Aproveitando o fechamento de mais uma semana, desta vez a
Semana Santa, e as divagações naturais em meio a tantos feriados que praticamente anestesiam a economia nacional, decidi enveredar por um caminho que, se não perigoso, poderá parecer muito estranho aos que me conhecem, além de despertar reações inimagináveis aos que, em nome de Deus, preferem fechar os olhos a tudo o mais que os circundam no plano terrestre.
Comecemos com uma pergunta: Teria sido Judas [um dos doze apóstolos de Jesus] realmente um traidor?
Respondo, de imediato: Não, Judas foi quem primeiro definiu o sentido do amor!

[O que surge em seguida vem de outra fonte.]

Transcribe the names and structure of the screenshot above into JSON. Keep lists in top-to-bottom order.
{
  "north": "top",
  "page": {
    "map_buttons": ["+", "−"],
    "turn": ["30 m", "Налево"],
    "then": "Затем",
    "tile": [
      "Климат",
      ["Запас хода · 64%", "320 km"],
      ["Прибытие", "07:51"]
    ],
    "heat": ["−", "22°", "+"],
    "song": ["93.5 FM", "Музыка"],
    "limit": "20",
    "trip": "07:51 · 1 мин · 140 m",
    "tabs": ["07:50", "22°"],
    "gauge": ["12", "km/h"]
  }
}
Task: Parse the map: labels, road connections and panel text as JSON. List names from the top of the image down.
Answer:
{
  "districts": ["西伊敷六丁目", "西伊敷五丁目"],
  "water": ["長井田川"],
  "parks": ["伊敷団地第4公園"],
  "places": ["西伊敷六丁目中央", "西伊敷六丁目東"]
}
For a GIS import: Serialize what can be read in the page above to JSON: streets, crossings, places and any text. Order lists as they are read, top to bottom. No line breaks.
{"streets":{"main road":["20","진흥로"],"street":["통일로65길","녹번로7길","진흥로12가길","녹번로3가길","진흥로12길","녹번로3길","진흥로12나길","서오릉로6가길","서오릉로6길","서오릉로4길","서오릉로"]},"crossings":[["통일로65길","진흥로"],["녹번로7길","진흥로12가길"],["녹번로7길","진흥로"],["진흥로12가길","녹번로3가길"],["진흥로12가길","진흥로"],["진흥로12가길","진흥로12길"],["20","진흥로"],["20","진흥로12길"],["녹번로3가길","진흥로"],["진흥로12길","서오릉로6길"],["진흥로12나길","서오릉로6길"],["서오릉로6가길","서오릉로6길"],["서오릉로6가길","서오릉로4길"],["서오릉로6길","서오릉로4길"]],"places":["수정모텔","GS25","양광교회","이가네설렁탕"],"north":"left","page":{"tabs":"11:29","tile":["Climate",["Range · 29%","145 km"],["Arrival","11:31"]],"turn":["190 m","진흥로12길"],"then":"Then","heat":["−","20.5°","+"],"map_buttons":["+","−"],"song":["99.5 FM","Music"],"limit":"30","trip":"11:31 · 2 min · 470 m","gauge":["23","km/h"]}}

Estudiosos bíblicos já tinham essa preocupação no passado, quando citavam em escritos arquivados pela História que a fé e o afeto de Judas por Cristo eram, no começo, nobres e dignos. Também Judas se sentiu, à época, adorado por Cristo. Muitos doentes chegaram a ser curados por ele, e muitas aldeias da Galiléia e da Judéia receberam dele as primeiras noções sobre Jesus.
Como explicar, então, essa transformação? Ninguém se torna amigo fiel ou traidor de uma hora para a outra. A nossa própria história tupiniquim mostra que algo de muito forte precisa ocorrer antes disso.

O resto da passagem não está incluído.